The Phaser software calculates the whole set of Allen temporal relationships that hold between the different stratigraphic entities, namely contexts, sub-groups and groups. A decision was made to only compare the set of relationships that hold within a single phase. The software allows the user to select the phase they wish to analyse from a pull-down list of each phase identified in the matrix. Because we define phases to broadly reflect the relationship that a phase 'meets in time' with the phase that follows it, then it is evident that contexts within different phases would not have any overlapping chronological relationship, or indeed any other Allen temporal relationships other than before/after. Therefore only the temporal relationships within each single phase are compared. Even so, some phases with a reasonable number of finds will exhibit a considerable number of relationships.
A way to 'highlight' the more significant relationships has been developed using colour coding so that temporal relationships are highlighted between stratigraphically significant entities (Figure 15). In short, contexts are compared most closely with other contexts, sub-groups with other sub-groups, and groups compared most closely with other groups.

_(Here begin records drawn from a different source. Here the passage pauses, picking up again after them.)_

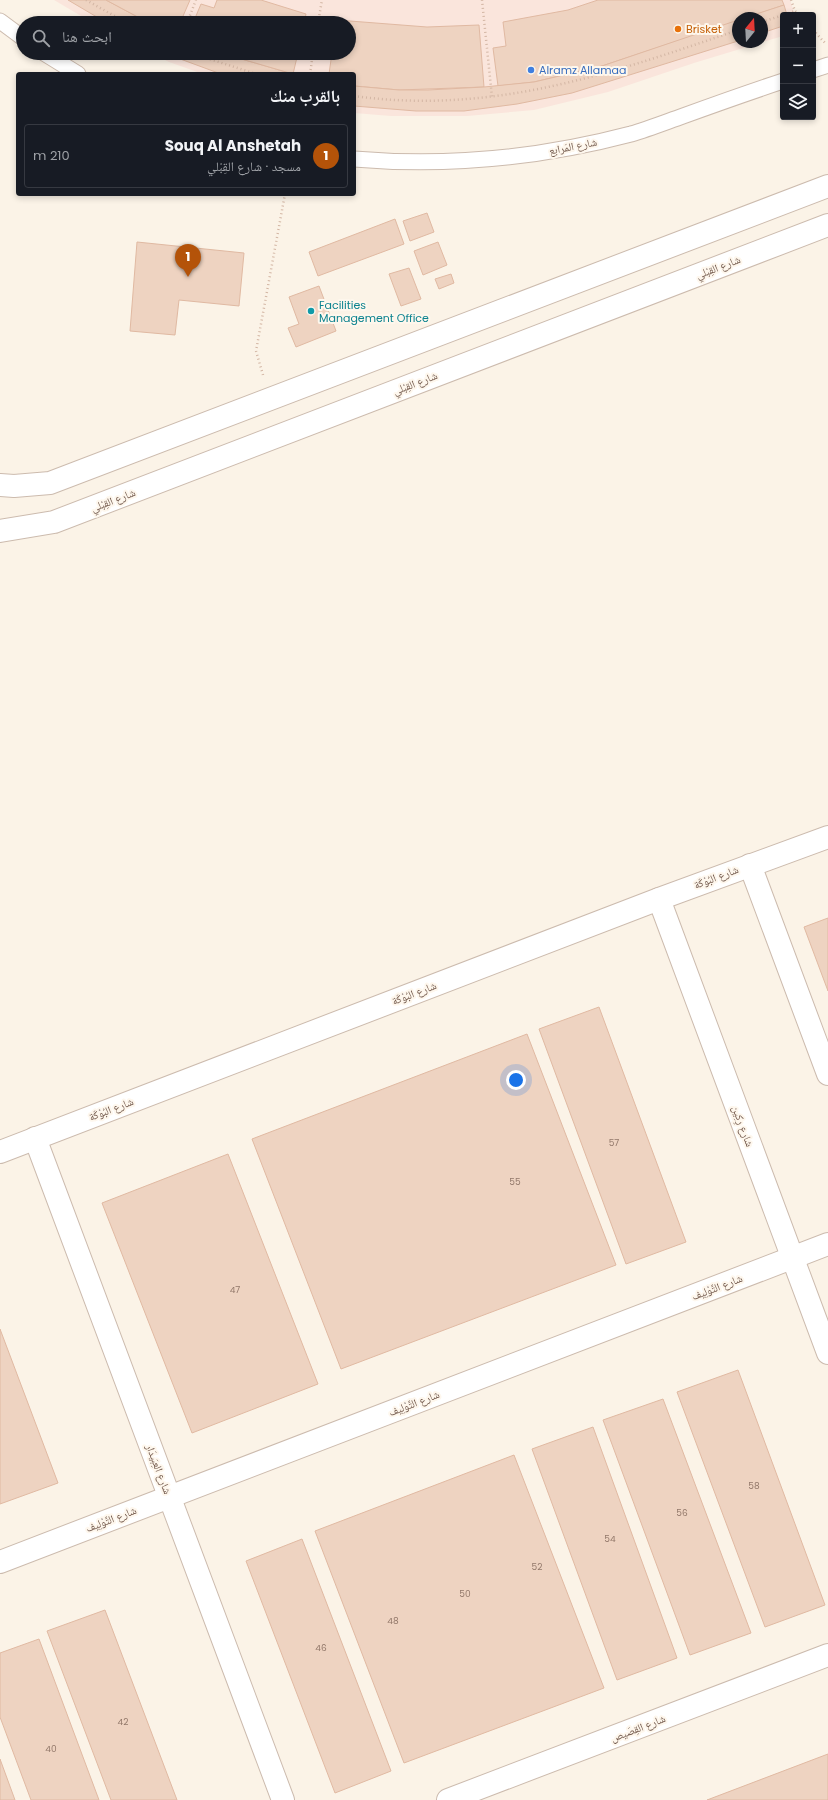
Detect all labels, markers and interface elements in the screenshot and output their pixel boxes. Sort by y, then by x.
north arrow [732,12,768,48]
map controls [780,12,816,120]
button: + [780,12,816,48]
search box [16,16,356,60]
place label: Brisket [686,21,722,37]
marker: Brisket [673,24,683,34]
text: ابحث هنا [62,26,112,47]
icon: search [30,27,52,49]
button: − [780,48,816,84]
place label: Alramz Allamaa [539,62,626,78]
marker: Alramz Allamaa [526,65,536,75]
text: بالقرب منك [270,84,340,108]
button: layers [780,84,816,120]
street label: شارع المَرابع [548,134,598,158]
text: Souq Al Anshetah [165,135,301,156]
text: 210 m [33,146,70,165]
text: 1 [324,146,328,165]
text: مسجد · شارع القِبْلي [207,157,301,176]
pin: 1 [175,244,201,277]
street label: شارع القِبْلي [693,251,743,284]
place label: Facilities Management Office [319,297,429,326]
marker: Facilities Management Office [306,306,316,316]
street label: شارع القِبْلي [390,367,440,400]
street label: شارع القِبْلي [88,484,138,517]
street label: شارع البُوْكَة [691,861,741,893]
street label: شارع البُوْكَة [389,977,439,1009]
your location [506,1070,526,1090]
street label: شارع البُوْكَة [86,1093,136,1125]
street label: شارع رِكِين [728,1103,758,1149]
house number: 57 [609,1137,619,1149]
house number: 55 [509,1176,521,1188]
street label: شارع التَّوْلِيف [689,1270,745,1304]
house number: 47 [230,1284,240,1296]
street label: شارع التَّوْلِيف [386,1386,442,1420]
street label: شارع العِبَيدَار [142,1441,176,1496]
house number: 58 [748,1480,760,1492]
street label: شارع التَّوْلِيف [83,1502,139,1536]
house number: 56 [676,1507,688,1519]
house number: 54 [604,1533,616,1545]
house number: 52 [532,1561,542,1573]
house number: 50 [459,1588,471,1600]
house number: 48 [387,1615,399,1627]
house number: 46 [315,1642,327,1654]
street label: شارع القِصَيص [608,1710,668,1746]
house number: 42 [118,1716,128,1728]
house number: 40 [45,1743,57,1755]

The temporal relationships are then compared against the recorded stratigraphic relationships and any discrepancies can be highlighted. If the temporal dating evidence is in agreement with the stratigraphic record, we highlight green. If there is a direct contradiction between the temporal dating and the stratigraphy, it is coded red. The current 'rule of thumb' used in the Phaser prototype is to highlight the 'Context to Context' relations with dating evidence. A possible route for analytical recording purposes would be to archive the relationships that highlight green for 'valid' and that hold between two Contexts that both have dating evidence. In other cases, the temporal dating may suggest or reflect some uncertainty in the dating presented e.g. if the date range on finds in one context overlaps with the date ranges of another. The measure of uncertainty is something we will return to. In the case where a temporal relationship is more ambiguous, such as a discrepancy between a context date and a group with which its date range overlaps, then we highlight an ambiguity rather than a direct contradiction.
This is not intended to be a prescriptive error check, but rather a tool for enabling the stratigraphic analyst to re-visit dating evidence and associated grouping and phasing to see if the discrepancies in the phasing need adjusting.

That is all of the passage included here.